Liputan6.com, Jakarta Kementerian Pertanian (Kementan) meminta daerah yang kehabisan pupuk bersubsidi agar menggunakan pupuk non subsidi. Pasalnya, jatah alokasi yang diberikan selama 2019 sudah sesuai dengan data yang diterima Kementan berdasarkan Kementerian Agraria Tata Ruang/Badan Pertanahan Nasional (ATR/BPN).

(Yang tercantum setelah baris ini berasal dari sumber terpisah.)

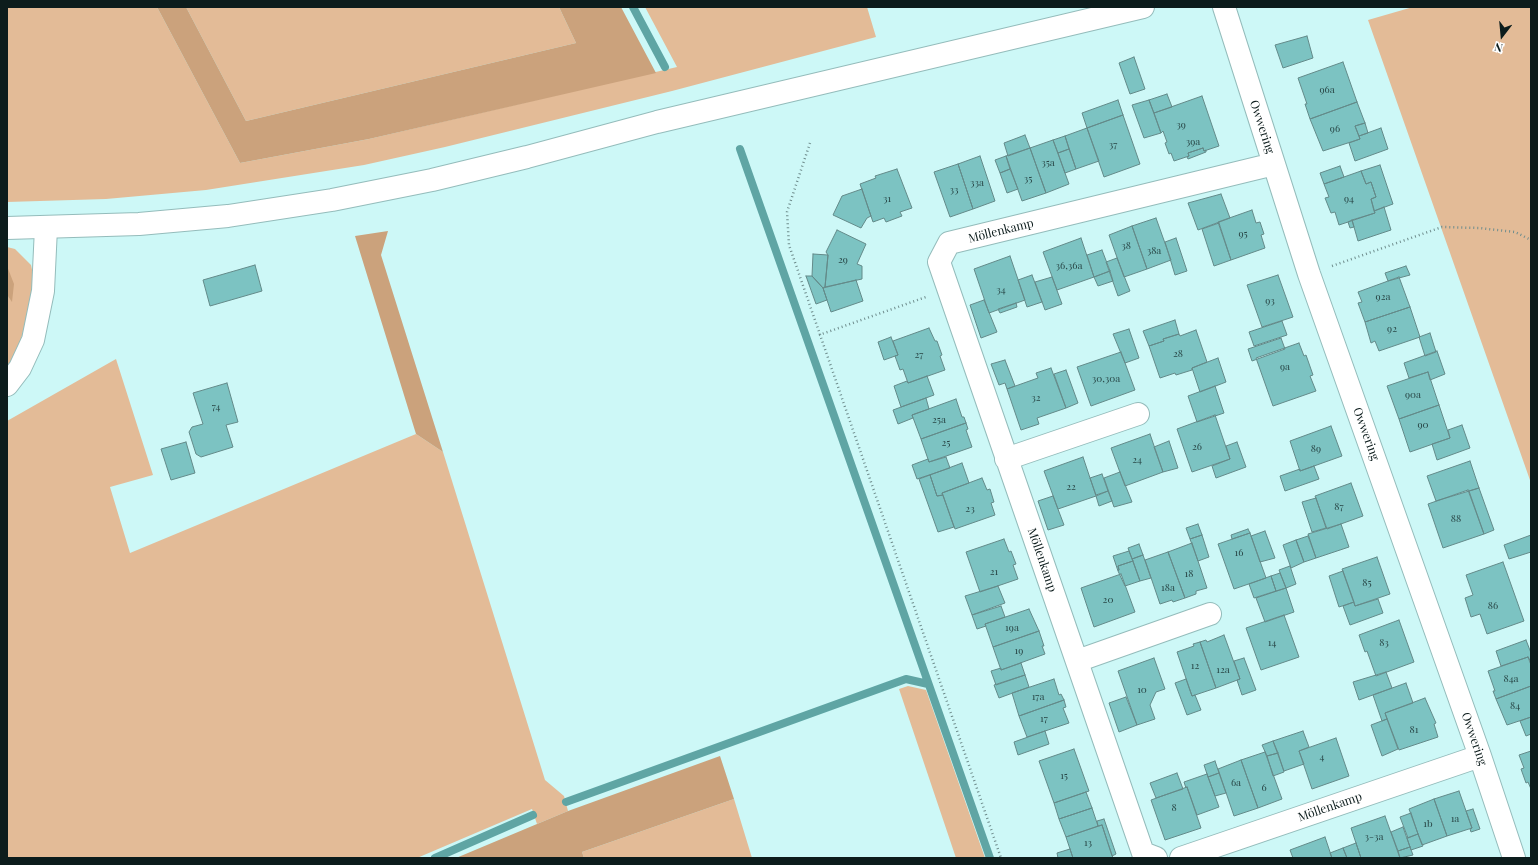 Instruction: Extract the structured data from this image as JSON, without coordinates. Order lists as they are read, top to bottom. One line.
{"streets":{"street":["Owwering","Möllenkamp"]},"crossings":[["Owwering","Möllenkamp"]],"house_numbers":["96a","39","96","39a","37","35a","35","33a","33","31","94","95","38","38a","29","36,36a","34","92a","93","92","28","27","9a","30,30a","90a","32","74","25a","90","25","26","89","24","22","87","23","88","16","21","18","85","18a","20","86","19a","14","83","19","12","12a","84a","10","17a","84","17","81","4","15","6a","6","8","1a","1b","3-3a","13"],"north":"bottom"}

Direktur Jenderal Prasarana dan Sarana Pertanian (PSP) Kementan, Sarwo Edhy mengatakan, di tiap daerah di Indonesia, termasuk di Sumatera Barat (Sumbar) realisasi pupuk sudah di atas 90%. Sehingga sulit untuk dilakukan realokasi antar Provinsi.
Baca Juga
"Karena alokasinya yang berkurang itu dari 9.55 juta ton menjadi 8.8 juta ton. Jadi bila kekurangan tetap harus pakai pupuk non subsidi," kata Sarwo Edhy, Minggu (1/12).
Advertisement
Sarwo Edhy mengungkapkan, pihaknya sudah meminta PT Pupuk Indonesia menyediakan pupuk non subsidi di daerah yang kekurangan pupuk di Sumbar.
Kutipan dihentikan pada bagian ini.